Output the lines below from the one containing "Describe the screen" through the end of the listing, inclusive, exactly as they appear, and nothing further.

+-------+

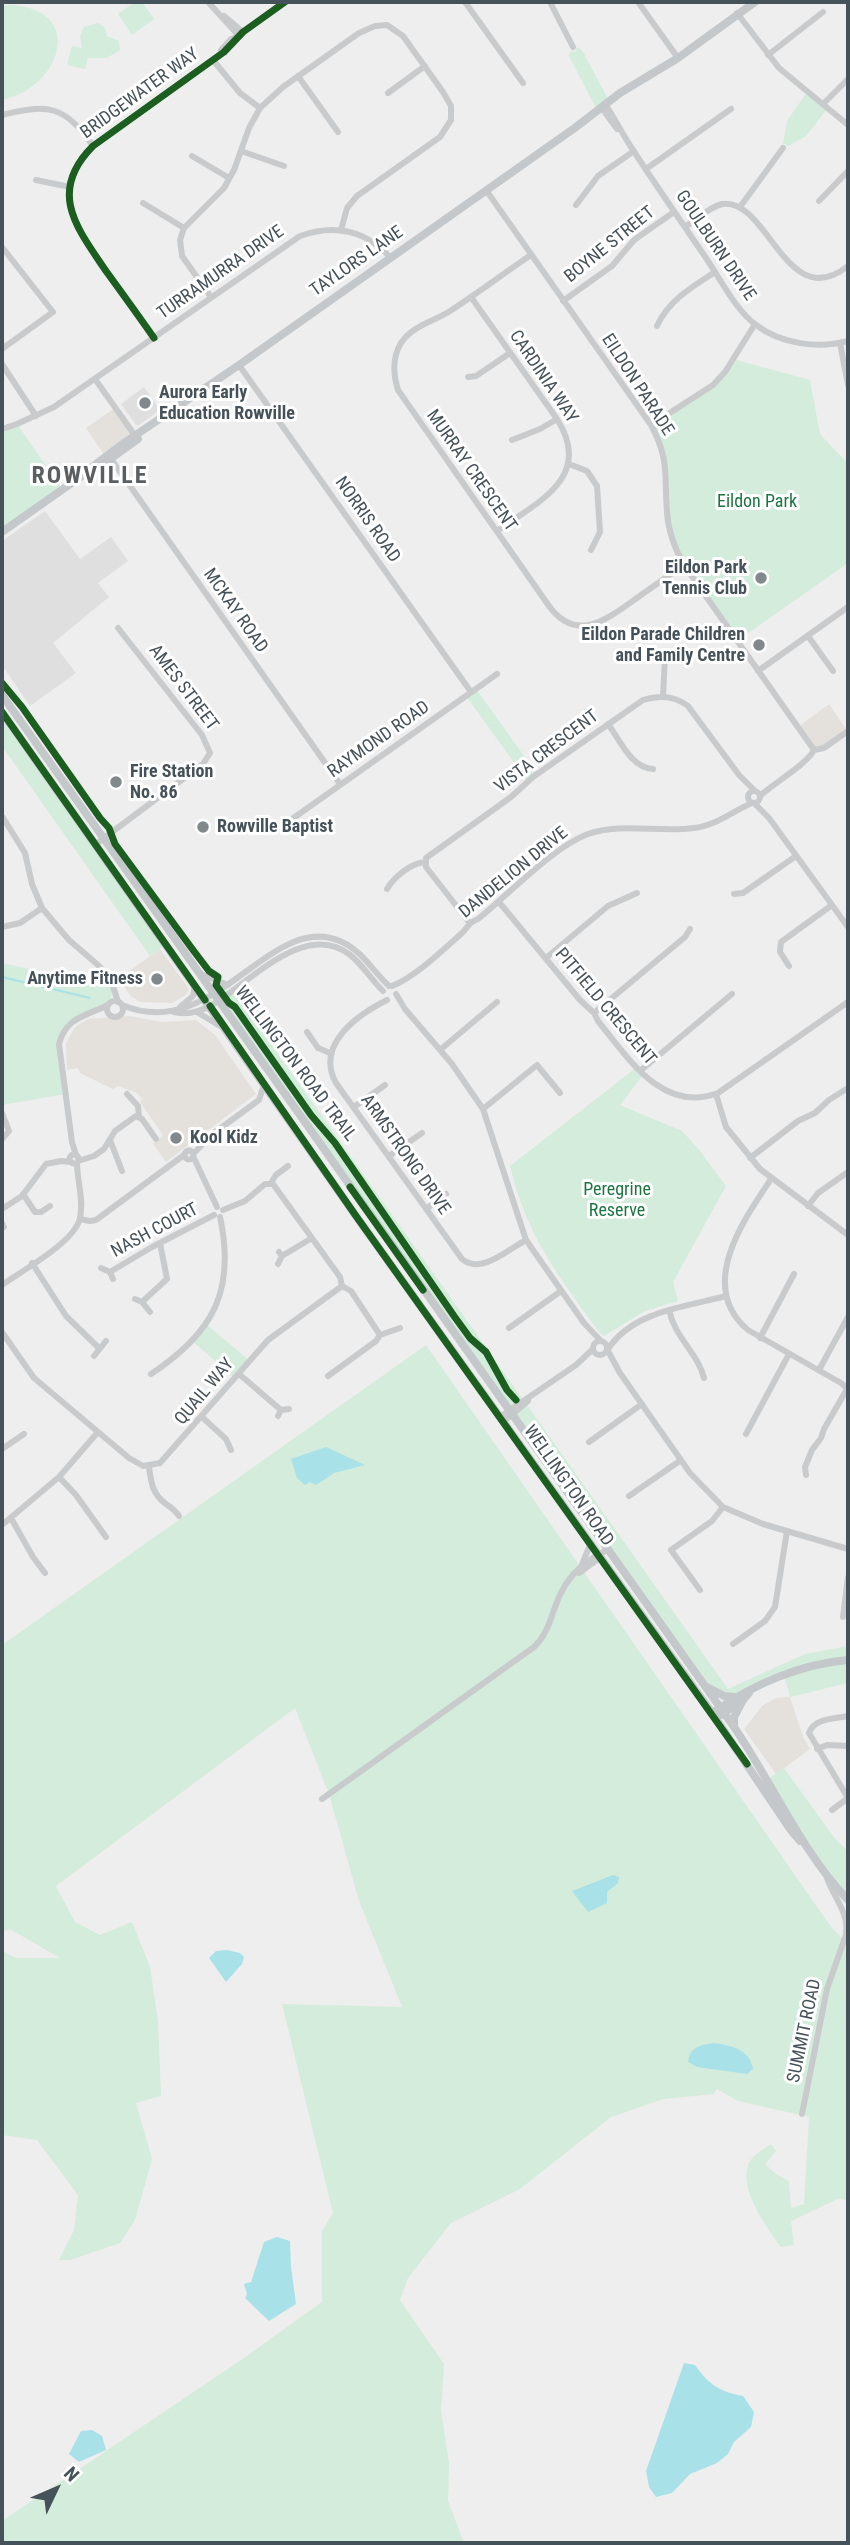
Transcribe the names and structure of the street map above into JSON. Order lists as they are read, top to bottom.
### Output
{
  "streets": {
    "main road": ["TAYLORS LANE", "WELLINGTON ROAD"],
    "street": [
      "BRIDGEWATER WAY",
      "BOYNE STREET",
      "GOULBURN DRIVE",
      "TURRAMURRA DRIVE",
      "CARDINIA WAY",
      "EILDON PARADE",
      "MURRAY CRESCENT",
      "NORRIS ROAD",
      "MCKAY ROAD",
      "AMES STREET",
      "RAYMOND ROAD",
      "VISTA CRESCENT",
      "DANDELION DRIVE",
      "PITFIELD CRESCENT",
      "ARMSTRONG DRIVE",
      "NASH COURT",
      "QUAIL WAY",
      "SUMMIT ROAD"
    ],
    "cycle path": ["WELLINGTON ROAD TRAIL"]
  },
  "crossings": [
    ["BOYNE STREET", "GOULBURN DRIVE"],
    ["BOYNE STREET", "EILDON PARADE"],
    ["GOULBURN DRIVE", "TAYLORS LANE"],
    ["TAYLORS LANE", "TURRAMURRA DRIVE"],
    ["TAYLORS LANE", "EILDON PARADE"],
    ["TAYLORS LANE", "NORRIS ROAD"],
    ["TAYLORS LANE", "MCKAY ROAD"],
    ["CARDINIA WAY", "MURRAY CRESCENT"],
    ["EILDON PARADE", "MURRAY CRESCENT"],
    ["EILDON PARADE", "DANDELION DRIVE"],
    ["NORRIS ROAD", "RAYMOND ROAD"],
    ["MCKAY ROAD", "RAYMOND ROAD"],
    ["AMES STREET", "WELLINGTON ROAD"],
    ["DANDELION DRIVE", "PITFIELD CRESCENT"]
  ],
  "districts": ["ROWVILLE"],
  "parks": ["Eildon Park", "Peregrine Reserve"],
  "places": [
    "Aurora Early Education Rowville",
    "Eildon Park Tennis Club",
    "Eildon Parade Children and Family Centre",
    "Fire Station No. 86",
    "Rowville Baptist",
    "Anytime Fitness",
    "Kool Kidz"
  ],
  "north": "top right"
}
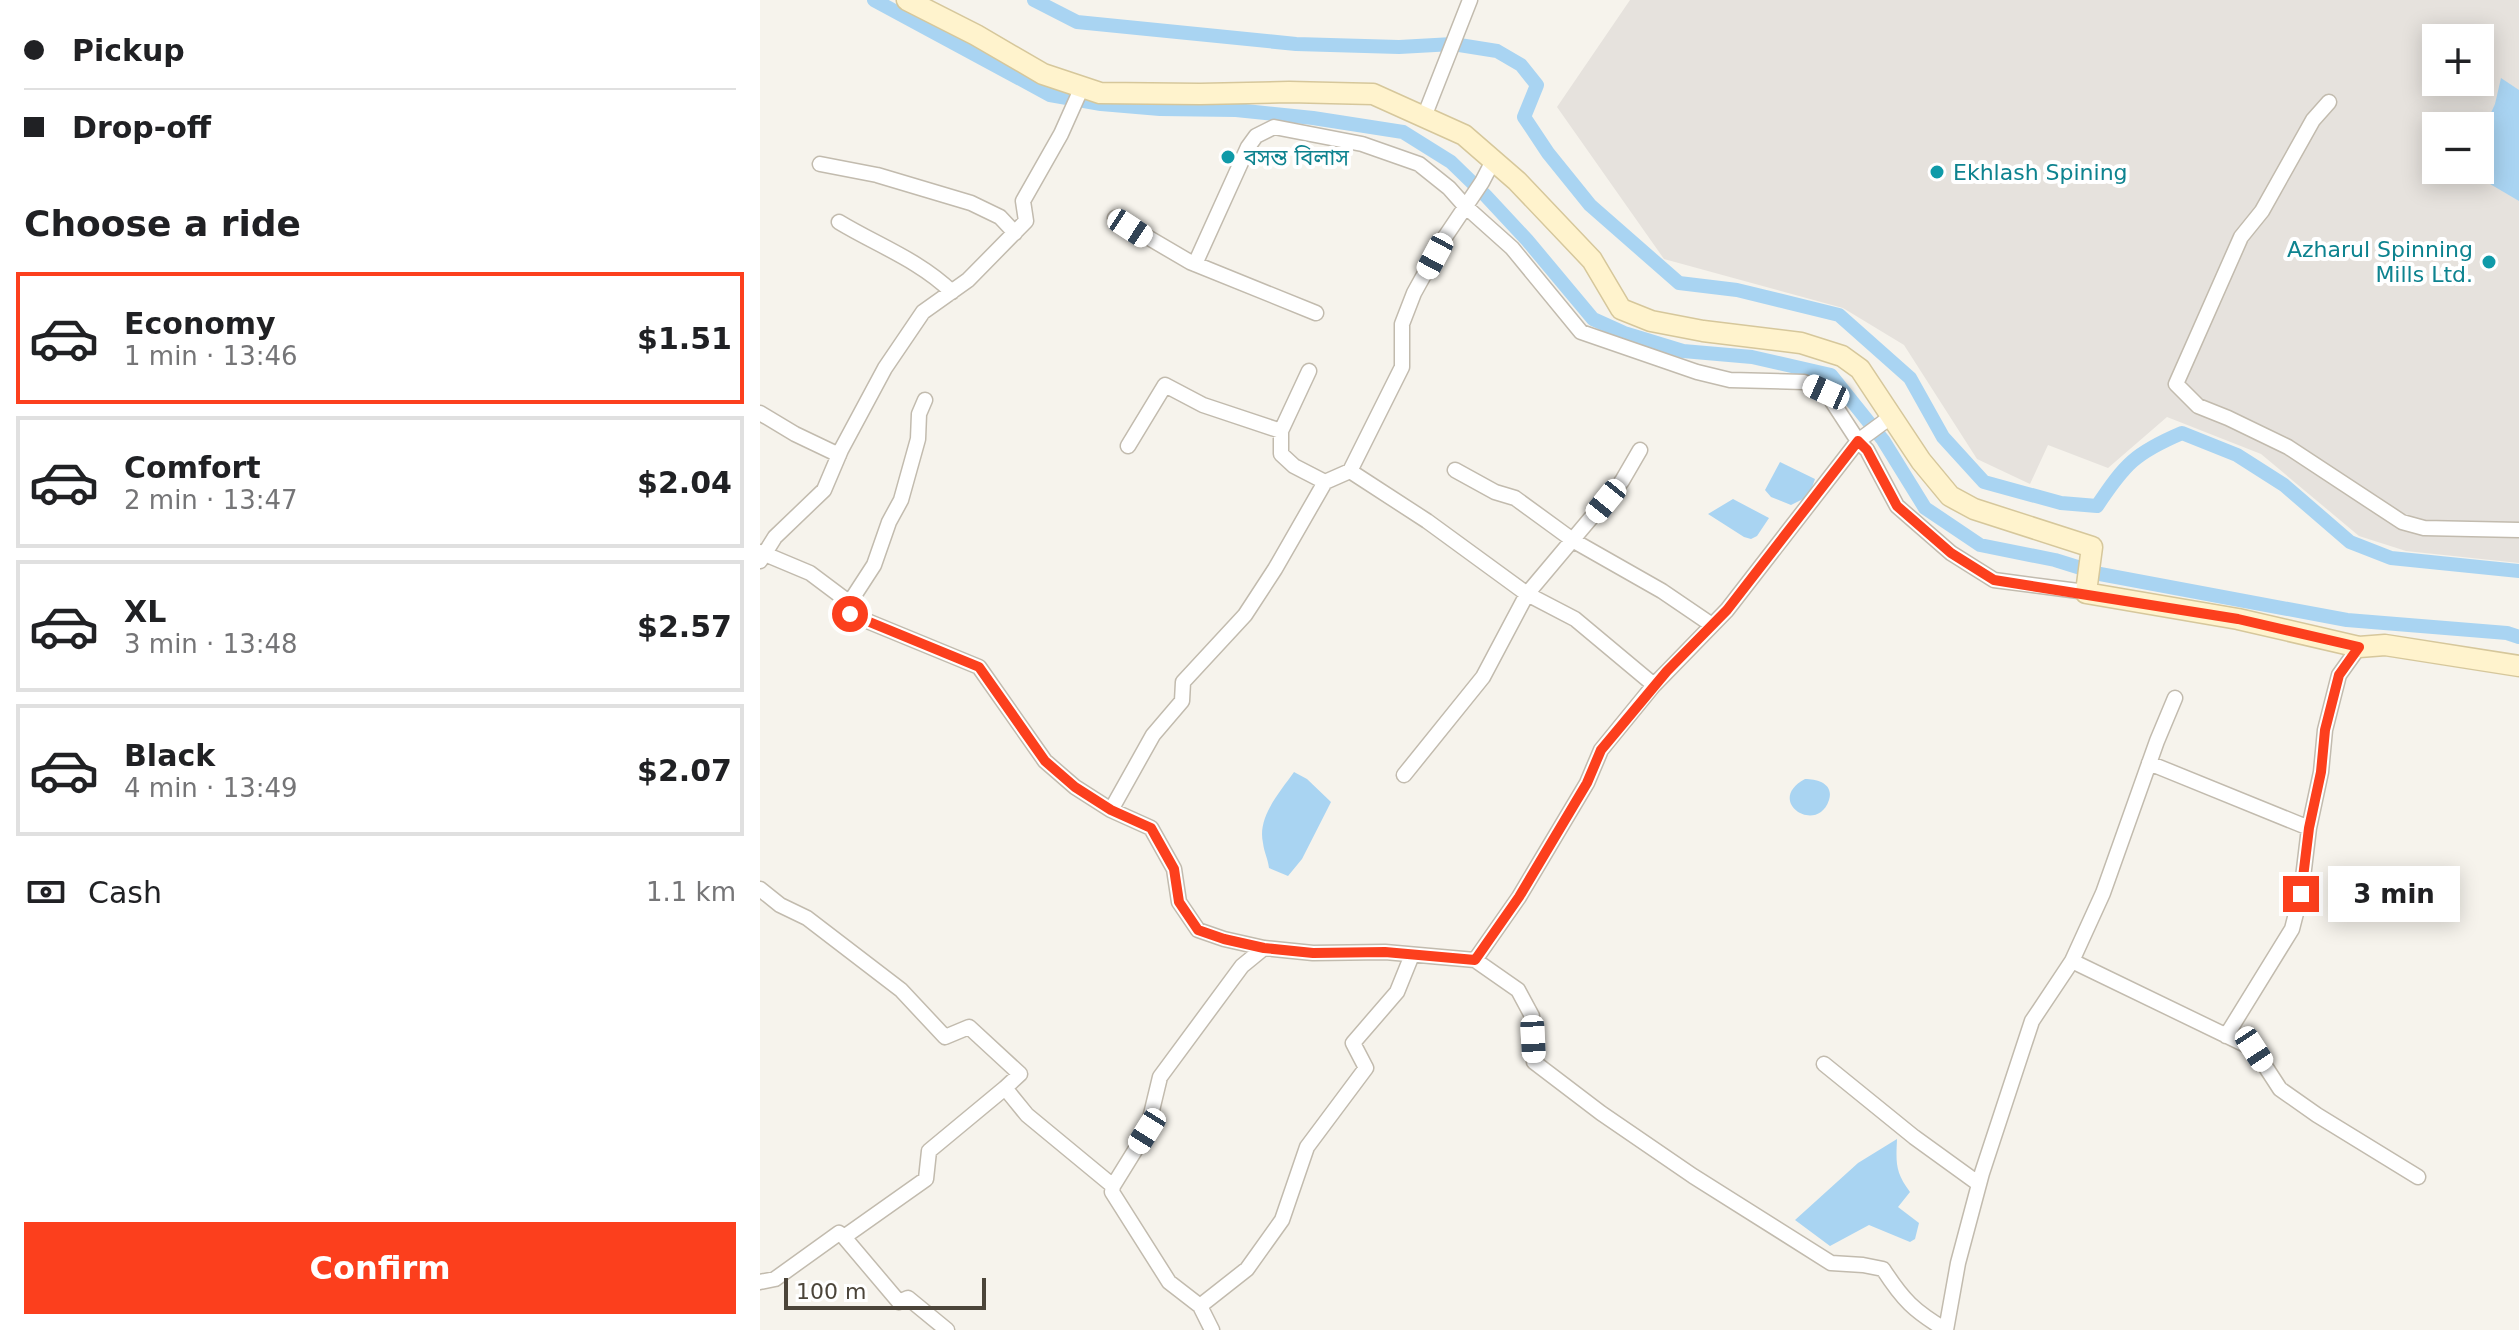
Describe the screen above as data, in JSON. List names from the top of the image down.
{
  "places": ["বসন্ত বিলাস", "Ekhlash Spining", "Azharul Spinning Mills Ltd."],
  "scale_bar": "100 m",
  "page": {
    "banner": ["Pickup", "Drop-off"],
    "map_buttons": ["+", "−"],
    "heading": "Choose a ride",
    "list": [
      {
        "name": "Economy",
        "note": "1 min · 13:46",
        "value": "$1.51"
      },
      {
        "name": "Comfort",
        "note": "2 min · 13:47",
        "value": "$2.04"
      },
      {
        "name": "XL",
        "note": "3 min · 13:48",
        "value": "$2.57"
      },
      {
        "name": "Black",
        "note": "4 min · 13:49",
        "value": "$2.07"
      }
    ],
    "pay": ["Cash", "1.1 km"],
    "bubble": "3 min",
    "buttons": "Confirm",
    "scale": "100 m"
  }
}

+-------+

### Output for this task
Describe the screen above as data, in JSON. List names from the top of the image down.
{
  "places": ["বসন্ত বিলাস", "Ekhlash Spining", "Azharul Spinning Mills Ltd."],
  "scale_bar": "100 m",
  "page": {
    "banner": ["Pickup", "Drop-off"],
    "map_buttons": ["+", "−"],
    "heading": "Choose a ride",
    "list": [
      {
        "name": "Economy",
        "note": "1 min · 13:46",
        "value": "$1.51"
      },
      {
        "name": "Comfort",
        "note": "2 min · 13:47",
        "value": "$2.04"
      },
      {
        "name": "XL",
        "note": "3 min · 13:48",
        "value": "$2.57"
      },
      {
        "name": "Black",
        "note": "4 min · 13:49",
        "value": "$2.07"
      }
    ],
    "pay": ["Cash", "1.1 km"],
    "bubble": "3 min",
    "buttons": "Confirm",
    "scale": "100 m"
  }
}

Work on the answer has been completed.